The same goes for financial support for those that need to isolate themselves so that they do not infect others, both through adequate sick pay and additional specific financial support for the isolation period. Non-adherence with self-isolation during the pandemic is associated with being poorer, recent financial difficulty, and having a dependent in the household. Financial support would improve adherence with isolation, as well as encouraging people to engage with testing and contact tracing since the potential outcome of having to isolate would not be such a crippling burden on your livelihood.

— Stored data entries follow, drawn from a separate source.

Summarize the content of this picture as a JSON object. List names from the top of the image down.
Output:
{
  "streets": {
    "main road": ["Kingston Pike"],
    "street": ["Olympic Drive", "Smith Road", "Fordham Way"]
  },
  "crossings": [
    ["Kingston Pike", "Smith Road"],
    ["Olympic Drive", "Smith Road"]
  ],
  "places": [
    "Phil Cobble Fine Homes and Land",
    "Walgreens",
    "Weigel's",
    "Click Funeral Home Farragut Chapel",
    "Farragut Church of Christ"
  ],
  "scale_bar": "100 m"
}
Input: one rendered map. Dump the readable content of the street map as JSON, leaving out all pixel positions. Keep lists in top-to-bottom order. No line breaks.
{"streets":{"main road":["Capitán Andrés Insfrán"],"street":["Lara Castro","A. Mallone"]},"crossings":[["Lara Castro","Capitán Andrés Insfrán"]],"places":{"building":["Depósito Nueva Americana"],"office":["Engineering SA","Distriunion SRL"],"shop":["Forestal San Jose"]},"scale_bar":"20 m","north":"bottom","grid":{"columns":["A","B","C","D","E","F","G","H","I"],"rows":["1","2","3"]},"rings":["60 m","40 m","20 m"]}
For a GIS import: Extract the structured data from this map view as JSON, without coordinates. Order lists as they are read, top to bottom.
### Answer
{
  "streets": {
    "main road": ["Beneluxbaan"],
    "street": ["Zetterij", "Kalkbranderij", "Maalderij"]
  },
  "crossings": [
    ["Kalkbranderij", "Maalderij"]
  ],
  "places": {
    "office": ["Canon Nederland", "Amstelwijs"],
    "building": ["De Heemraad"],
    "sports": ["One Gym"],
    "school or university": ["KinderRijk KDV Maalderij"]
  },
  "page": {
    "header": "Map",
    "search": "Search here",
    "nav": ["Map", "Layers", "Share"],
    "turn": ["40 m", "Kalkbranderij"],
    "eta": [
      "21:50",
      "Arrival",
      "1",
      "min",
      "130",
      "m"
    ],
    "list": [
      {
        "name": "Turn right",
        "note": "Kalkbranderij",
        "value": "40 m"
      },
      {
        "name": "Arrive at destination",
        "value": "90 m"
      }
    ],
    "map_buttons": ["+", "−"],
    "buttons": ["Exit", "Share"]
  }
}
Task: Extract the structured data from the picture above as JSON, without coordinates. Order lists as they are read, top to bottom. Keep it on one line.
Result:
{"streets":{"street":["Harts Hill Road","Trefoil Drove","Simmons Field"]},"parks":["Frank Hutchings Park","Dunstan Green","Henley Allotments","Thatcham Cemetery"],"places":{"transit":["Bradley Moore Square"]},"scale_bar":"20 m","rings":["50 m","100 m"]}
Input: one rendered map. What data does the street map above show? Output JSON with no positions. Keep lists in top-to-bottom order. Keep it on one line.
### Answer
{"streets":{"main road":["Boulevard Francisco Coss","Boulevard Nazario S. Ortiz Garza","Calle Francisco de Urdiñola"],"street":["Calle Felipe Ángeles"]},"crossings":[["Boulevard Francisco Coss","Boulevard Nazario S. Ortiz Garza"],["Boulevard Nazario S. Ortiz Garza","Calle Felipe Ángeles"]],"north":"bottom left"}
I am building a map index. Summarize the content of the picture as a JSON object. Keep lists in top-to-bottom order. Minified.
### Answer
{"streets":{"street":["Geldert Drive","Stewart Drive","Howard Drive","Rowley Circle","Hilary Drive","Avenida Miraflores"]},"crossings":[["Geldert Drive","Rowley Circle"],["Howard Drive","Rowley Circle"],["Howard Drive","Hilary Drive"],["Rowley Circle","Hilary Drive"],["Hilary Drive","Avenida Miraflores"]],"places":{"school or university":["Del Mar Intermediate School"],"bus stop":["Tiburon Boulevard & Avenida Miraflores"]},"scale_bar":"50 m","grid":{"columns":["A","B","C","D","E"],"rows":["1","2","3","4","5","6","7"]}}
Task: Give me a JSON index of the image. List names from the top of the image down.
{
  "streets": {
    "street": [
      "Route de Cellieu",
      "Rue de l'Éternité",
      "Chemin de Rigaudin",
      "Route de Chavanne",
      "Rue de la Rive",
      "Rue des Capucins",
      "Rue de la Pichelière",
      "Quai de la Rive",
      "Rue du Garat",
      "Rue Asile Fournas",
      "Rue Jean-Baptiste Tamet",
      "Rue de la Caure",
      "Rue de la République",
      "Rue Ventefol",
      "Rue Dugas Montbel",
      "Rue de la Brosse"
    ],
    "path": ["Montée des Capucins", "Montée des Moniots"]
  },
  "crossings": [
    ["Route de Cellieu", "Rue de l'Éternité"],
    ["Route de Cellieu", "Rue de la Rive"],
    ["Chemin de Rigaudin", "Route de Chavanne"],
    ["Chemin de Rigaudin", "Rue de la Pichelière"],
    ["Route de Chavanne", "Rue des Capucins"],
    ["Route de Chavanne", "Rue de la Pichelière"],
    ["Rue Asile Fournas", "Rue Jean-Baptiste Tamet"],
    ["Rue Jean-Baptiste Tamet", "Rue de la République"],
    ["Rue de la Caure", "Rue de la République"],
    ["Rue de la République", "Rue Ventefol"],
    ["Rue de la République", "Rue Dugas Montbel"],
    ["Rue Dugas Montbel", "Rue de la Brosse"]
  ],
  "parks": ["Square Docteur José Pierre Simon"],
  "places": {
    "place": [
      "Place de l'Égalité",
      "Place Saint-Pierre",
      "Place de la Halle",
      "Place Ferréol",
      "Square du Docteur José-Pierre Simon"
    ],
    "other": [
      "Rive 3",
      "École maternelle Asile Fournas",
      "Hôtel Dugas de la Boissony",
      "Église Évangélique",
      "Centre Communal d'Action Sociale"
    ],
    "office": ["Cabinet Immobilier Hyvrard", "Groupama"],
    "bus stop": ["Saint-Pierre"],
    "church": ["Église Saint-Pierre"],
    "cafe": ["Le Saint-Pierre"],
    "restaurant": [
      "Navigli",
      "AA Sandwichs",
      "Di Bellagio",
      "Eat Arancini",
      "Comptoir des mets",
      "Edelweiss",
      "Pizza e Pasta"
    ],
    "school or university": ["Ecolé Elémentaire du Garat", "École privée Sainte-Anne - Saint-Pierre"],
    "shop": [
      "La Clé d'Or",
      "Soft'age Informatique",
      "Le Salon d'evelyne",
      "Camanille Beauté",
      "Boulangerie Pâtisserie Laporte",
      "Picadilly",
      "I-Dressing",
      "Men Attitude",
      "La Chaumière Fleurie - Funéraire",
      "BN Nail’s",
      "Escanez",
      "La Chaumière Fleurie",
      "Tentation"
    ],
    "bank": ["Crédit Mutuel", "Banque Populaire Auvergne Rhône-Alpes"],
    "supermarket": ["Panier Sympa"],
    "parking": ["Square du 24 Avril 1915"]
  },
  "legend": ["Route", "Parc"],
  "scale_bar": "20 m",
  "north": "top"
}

Sick pay and financial support to isolate (or shield for longer periods of time) are in my opinion the most important interventions for the coming weeks, where millions will need to isolate due to contact with a confirmed case or become infected themselves. It is understandable that these measures have received little attention from the government since they are some of the few intervention measures that would involve the bill being footed by the government or employers for the benefit of the working class. They run counter to the mass redistribution of wealth upwards that has taken place during the pandemic and also reiterate that public health is something that the state might put money towards for the good of its citizens rather than something that is expected of each citizen by the state. After all, the state maintains private property through violence so that the vast majority of people are continually compelled to work to pay for the things that they need to survive. The very least that the state can do is compensate people for the lack of earnings that results from being too sick to perform the work that they drive you towards.